Sepp Blatter will nun doch ein bisschen Technologie ins Fußballspiel bringen. - © EPA /Kerim Okten
Sepp Blatter will nun doch ein bisschen Technologie ins Fußballspiel bringen. - © EPA /Kerim Okten

Zugleich entschuldigte Blatter sich für die "eindeutigen Fehler", die den Unparteiischen insbesondere am Sonntag während der beiden Begegnungen im Achtelfinale unterliefen. Zunächst hatten die Schiedsrichter einen eindeutigen Treffer Englands im Spiel gegen Deutschland nicht gegeben. In der zweiten Partie des Tages ließ das Unparteiischen-Gespann nach einiger Beratung ein Abseitstor Argentiniens gegen Mexiko gelten.

Während der laufenden WM lasse sich nichts mehr ändern, um Schiedsrichter-Entscheidungen zu verbessern, sagte Blatter. Aber im Juli solle über die Torlinien-Technologie erneut diskutiert werden. Außerdem werde an einem neuen Konzept gearbeitet, dass "die Spielkontrolle" verbessern solle. Details dazu werde er aber erst im Oktober oder November nennen.

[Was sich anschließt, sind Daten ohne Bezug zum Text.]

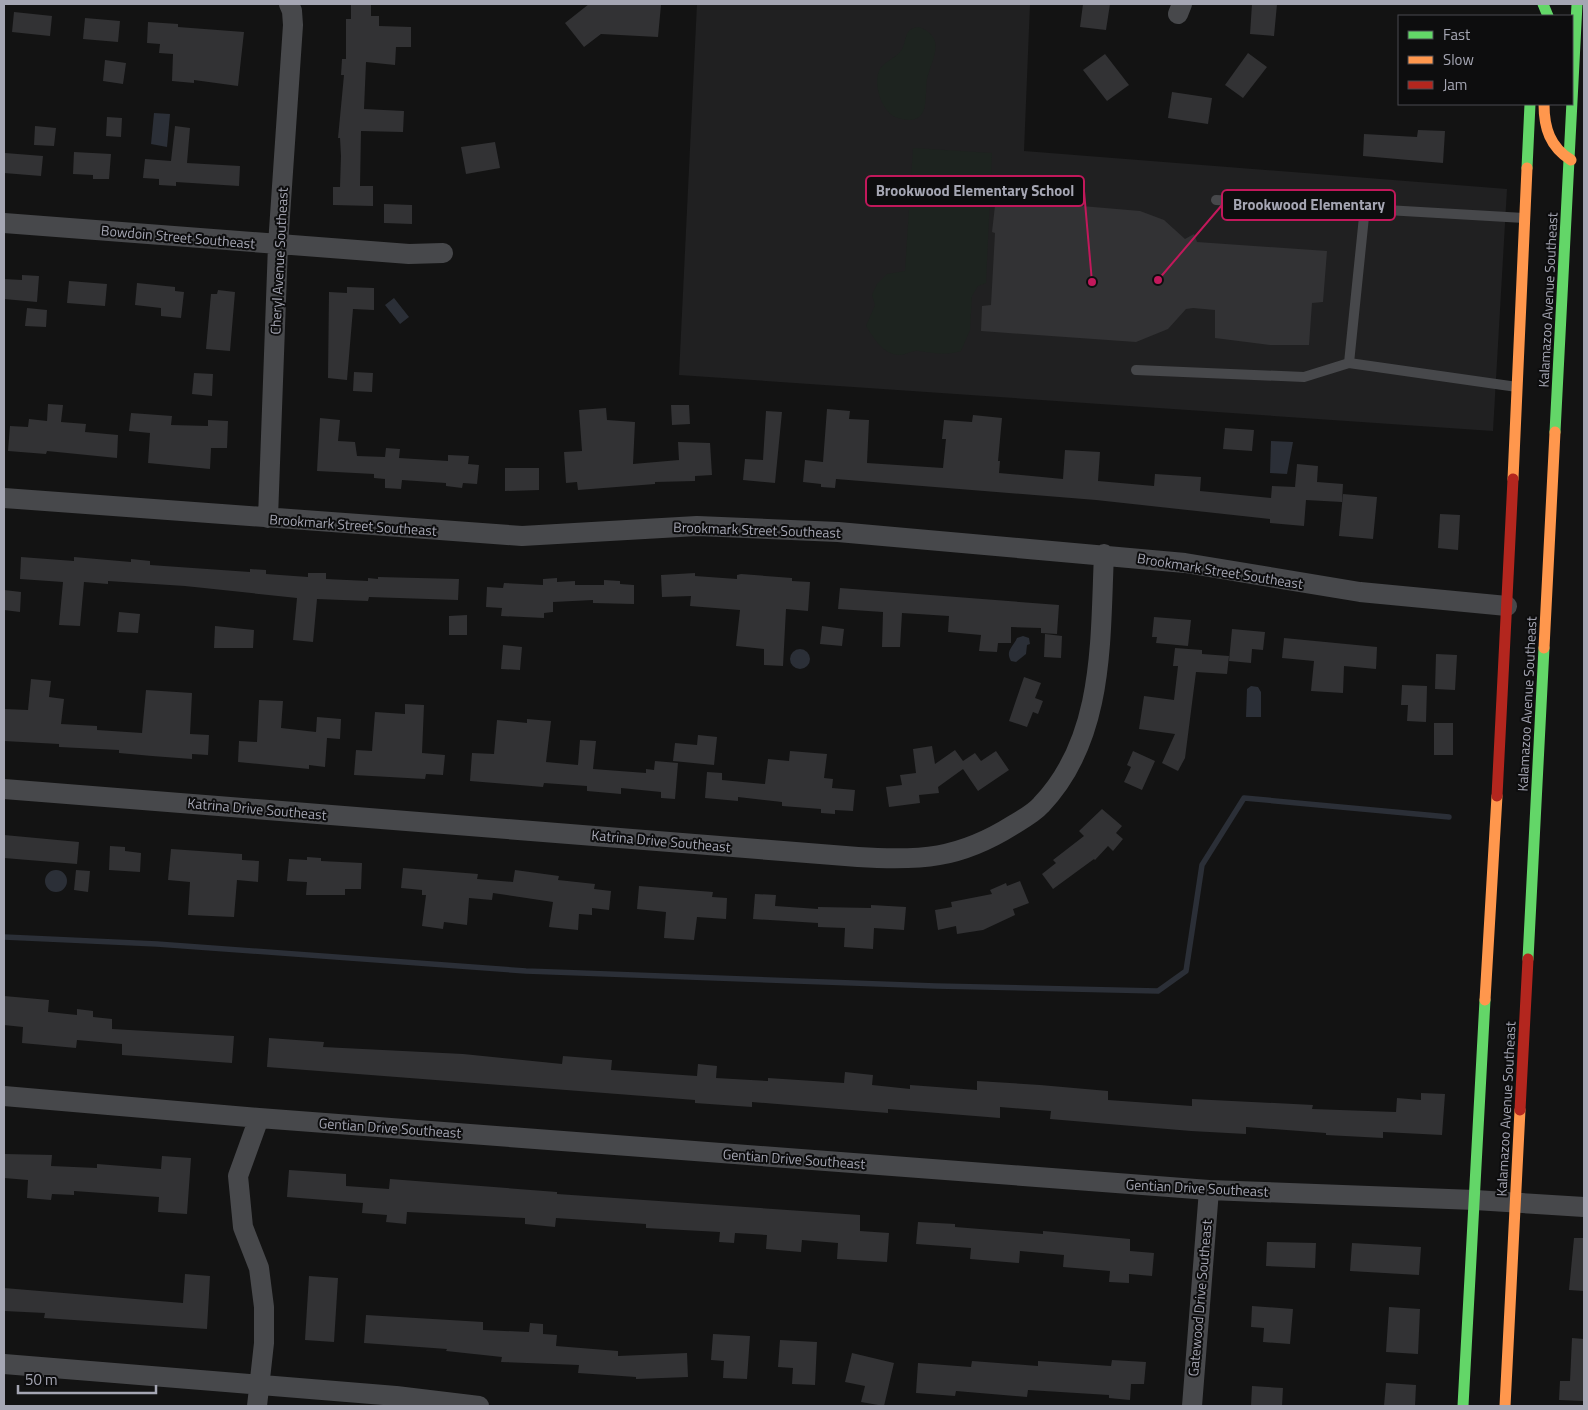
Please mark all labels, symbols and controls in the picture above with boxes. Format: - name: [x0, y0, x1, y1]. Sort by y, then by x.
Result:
- legend: [1398, 15, 1573, 105]
- text: Fast: [1443, 23, 1471, 46]
- text: Slow: [1443, 48, 1474, 71]
- text: Jam: [1443, 73, 1467, 96]
- callout: Brookwood Elementary School: [866, 176, 1084, 206]
- text: Brookwood Elementary School: [876, 179, 1074, 202]
- street label: Cheryl Avenue Southeast: [264, 187, 293, 335]
- callout: Brookwood Elementary: [1222, 190, 1395, 220]
- text: Brookwood Elementary: [1233, 193, 1386, 216]
- street label: Kalamazoo Avenue Southeast: [1532, 212, 1563, 388]
- street label: Bowdoin Street Southeast: [100, 219, 256, 254]
- street label: Brookmark Street Southeast: [269, 508, 437, 541]
- street label: Brookmark Street Southeast: [673, 516, 841, 543]
- street label: Brookmark Street Southeast: [1136, 547, 1305, 594]
- street label: Kalamazoo Avenue Southeast: [1511, 616, 1542, 792]
- street label: Katrina Drive Southeast: [187, 792, 328, 825]
- street label: Katrina Drive Southeast: [591, 824, 732, 857]
- street label: Kalamazoo Avenue Southeast: [1490, 1021, 1521, 1197]
- street label: Gentian Drive Southeast: [318, 1112, 462, 1143]
- street label: Gentian Drive Southeast: [722, 1143, 866, 1174]
- street label: Gentian Drive Southeast: [1125, 1173, 1269, 1202]
- street label: Gatewood Drive Southeast: [1182, 1219, 1217, 1377]
- scale bar: [18, 1362, 155, 1394]
- text: 50 m: [25, 1368, 58, 1391]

Die Torlinien-Technologie soll - etwa durch den Einsatz eines Computerchips im Ball - den Schiedsrichtern bei der Entscheidung helfen, ob ein Ball die Torlinie überquert hat. Der nicht gegebene Treffer der Engländer, bei dem sich der Ball bereits im Tor der Deutschen befand bevor er wieder zurück ins Spielfeld sprang, wäre so erkannt worden.

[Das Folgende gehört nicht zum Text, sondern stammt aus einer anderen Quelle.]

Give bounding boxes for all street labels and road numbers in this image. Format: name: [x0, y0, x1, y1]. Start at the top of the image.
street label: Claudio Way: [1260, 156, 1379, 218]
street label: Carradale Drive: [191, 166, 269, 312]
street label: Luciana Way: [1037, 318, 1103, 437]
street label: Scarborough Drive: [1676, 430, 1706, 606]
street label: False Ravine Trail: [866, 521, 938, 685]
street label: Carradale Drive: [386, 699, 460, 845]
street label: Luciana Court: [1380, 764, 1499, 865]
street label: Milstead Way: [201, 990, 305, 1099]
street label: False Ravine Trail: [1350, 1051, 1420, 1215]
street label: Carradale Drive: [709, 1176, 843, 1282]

Die beiden Fehlentscheidungen vom Sonntag sorgten weltweit für Aufregung, zumal die Opfer England und Mexiko am Ende der Spiele als Verlierer vom Platz gingen und somit aus dem Turnier ausschieden. "Ich habe mich bei den beiden Delegationen entschuldigt", sagte Blatter. "Die englische Delegation hat sich bedankt, die Mexikaner nickten mit dem Kopf."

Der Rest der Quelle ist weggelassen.